Dear Corruption Watch
I was stopped in my car last weekend and threatened by a policeman – not a traffic cop – who wanted me first to get out of my car and then to drive (with him in the car) to get my blood tested far from where I was stopped. He was verbally abusive and rude. I had not been drinking, was alone (a woman) and was afraid. What are my rights in this circumstance? I did not pay a bribe, but was tempted to do so! Signed, Still trembling
The police are entitled to ask you to stop your car and to give them your name and address, and to see your license plate.

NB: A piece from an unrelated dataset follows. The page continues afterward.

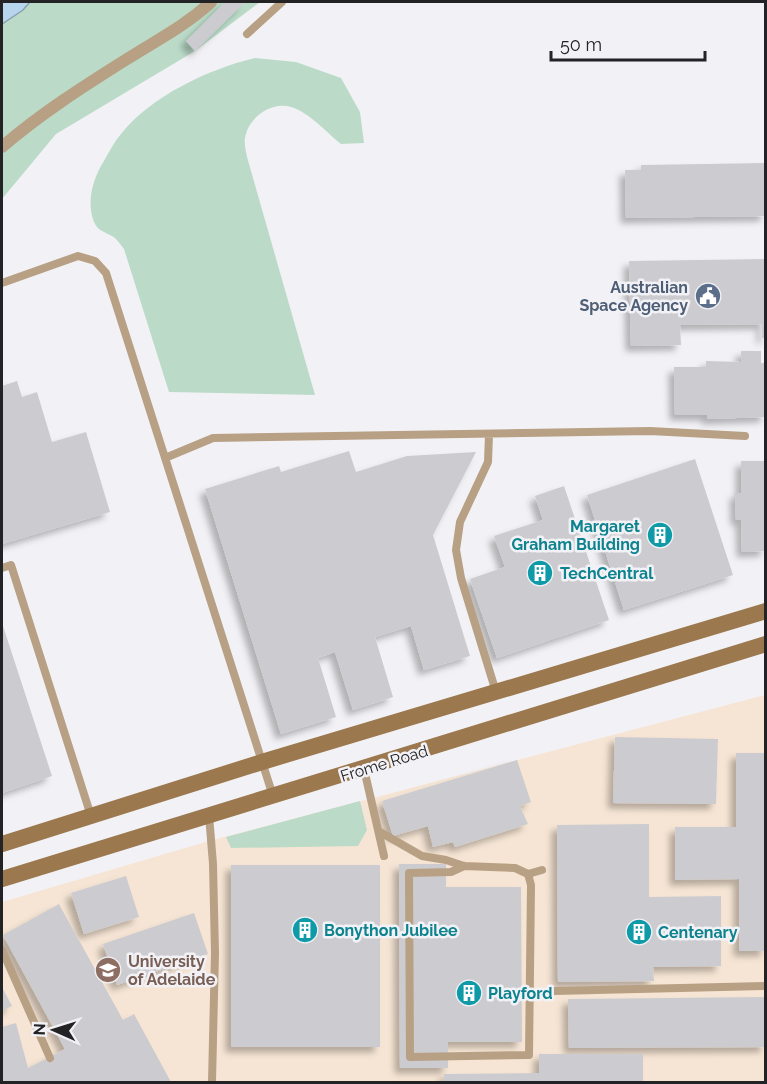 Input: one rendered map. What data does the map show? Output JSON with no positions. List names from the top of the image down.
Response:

However, as a matter of law, a police officer may not arrest you unless he has a reasonable suspicion that you have committed an offence, for example that you have been driving under the influence of alcohol. If there is no reasonable suspicion that you have committed an offence, there can be no reason for depriving you of your liberty.
Since you had not been drinking, and assuming there was no basis for suspecting that you had committed any other crime, you could not be lawfully arrested in the circumstances you describe.
Regrettably, your legal rights are not always a guarantee of what will happen in practice. We receive many reports of police officers who disregard the legal and constitutional rights of people they arrest.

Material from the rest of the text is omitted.